We started with drinks and appetizers. The egg rolls (two for $3.60) were about the best I've had. The crispy wrapper was stuffed with barbequed pork, shrimp, celery, cabbage and a touch of salty-sweet peanut butter. The richness of the meat and peanut sauce with the crunch of the veggies made for a perfect bite. The rolls were generous in size and a big hit at the table.

The crab rangoon (four for $5.50) were large, stuffed with crab and cream cheese, and delicately fried. This is my favorite appetizer at a Chinese restaurant, but often they're fried a little too long so the wrapper gets chewy. Not these. They were tender to bite into yet firm enough to hold their filling. Excellent.

I ordered the second thing on the dinner menu, the Lung Fung Kow ($13.45). Thankfully, it contained no lungs or cows. It was a combination of barbequed pork, shrimp, white-meat chicken, mushrooms, peapods, water chestnuts and Chinese vegetables in a mild, smooth white sauce. The portion was huge and the components beautifully cooked. It was a bit too bland for my taste, but well executed.

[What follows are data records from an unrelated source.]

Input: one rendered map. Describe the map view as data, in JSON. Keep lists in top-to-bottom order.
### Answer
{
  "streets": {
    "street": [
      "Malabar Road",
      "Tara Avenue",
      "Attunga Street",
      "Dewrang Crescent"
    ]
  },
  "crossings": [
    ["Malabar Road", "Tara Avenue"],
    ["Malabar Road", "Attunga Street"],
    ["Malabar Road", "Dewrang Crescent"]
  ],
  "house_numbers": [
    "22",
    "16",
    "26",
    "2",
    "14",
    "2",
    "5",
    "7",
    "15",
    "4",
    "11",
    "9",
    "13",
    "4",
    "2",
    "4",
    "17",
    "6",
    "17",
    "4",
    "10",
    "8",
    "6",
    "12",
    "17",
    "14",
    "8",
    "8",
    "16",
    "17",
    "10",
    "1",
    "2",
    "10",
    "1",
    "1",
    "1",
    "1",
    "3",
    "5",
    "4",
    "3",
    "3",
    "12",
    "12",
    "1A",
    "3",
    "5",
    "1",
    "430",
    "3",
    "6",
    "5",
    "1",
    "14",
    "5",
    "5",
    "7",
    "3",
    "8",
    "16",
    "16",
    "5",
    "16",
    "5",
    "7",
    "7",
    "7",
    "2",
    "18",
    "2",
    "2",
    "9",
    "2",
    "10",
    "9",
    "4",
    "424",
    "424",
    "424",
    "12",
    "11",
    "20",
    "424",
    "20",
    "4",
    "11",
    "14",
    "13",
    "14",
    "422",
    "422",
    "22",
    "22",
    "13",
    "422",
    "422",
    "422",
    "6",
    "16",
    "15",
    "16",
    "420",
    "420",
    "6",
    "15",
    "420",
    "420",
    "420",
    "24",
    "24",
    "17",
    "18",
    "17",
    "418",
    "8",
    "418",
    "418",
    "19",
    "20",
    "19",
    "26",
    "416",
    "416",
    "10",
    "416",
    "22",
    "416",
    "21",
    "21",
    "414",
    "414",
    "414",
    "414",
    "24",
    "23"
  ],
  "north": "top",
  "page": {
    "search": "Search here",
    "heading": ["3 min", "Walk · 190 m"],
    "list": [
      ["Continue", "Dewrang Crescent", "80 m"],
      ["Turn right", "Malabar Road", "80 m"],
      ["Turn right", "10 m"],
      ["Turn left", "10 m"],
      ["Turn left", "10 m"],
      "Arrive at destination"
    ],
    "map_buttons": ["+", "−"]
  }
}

Lisa's Hot & Spicy Scallops ($14.75) took the flavor meter up several notches. The dish offered plenty of large, tender scallops in a mildly spicy sauce with sweet red pepper strips and assorted vegetables. It had the bold flavor that my entree lacked. She was very generous in sharing.

Her husband (and lead guitarist), Mitch, ordered the shrimp with lobster sauce ($14.45). There's no lobster in lobster sauce—it's minced pork seasoned with garlic and black beans in a soft egg sauce. And, boy, is it rich and tasty. Moy's does an exceptionally good version of this classic.

My husband, Richard, is a pressed duck nut. He always orders it when we go to Cozy Inn. Moy's Almond Pressed Duck ($12.25) had the perfect balance of fried breading and duck meat. It was served with a generous amount of vegetables in a sauce of crushed almonds and gravy. Richard prefers the sauce at Cozy. I liked Moy's version better: The breading and gravy didn't obscure the flavor of the duck. It was among my favorites that night.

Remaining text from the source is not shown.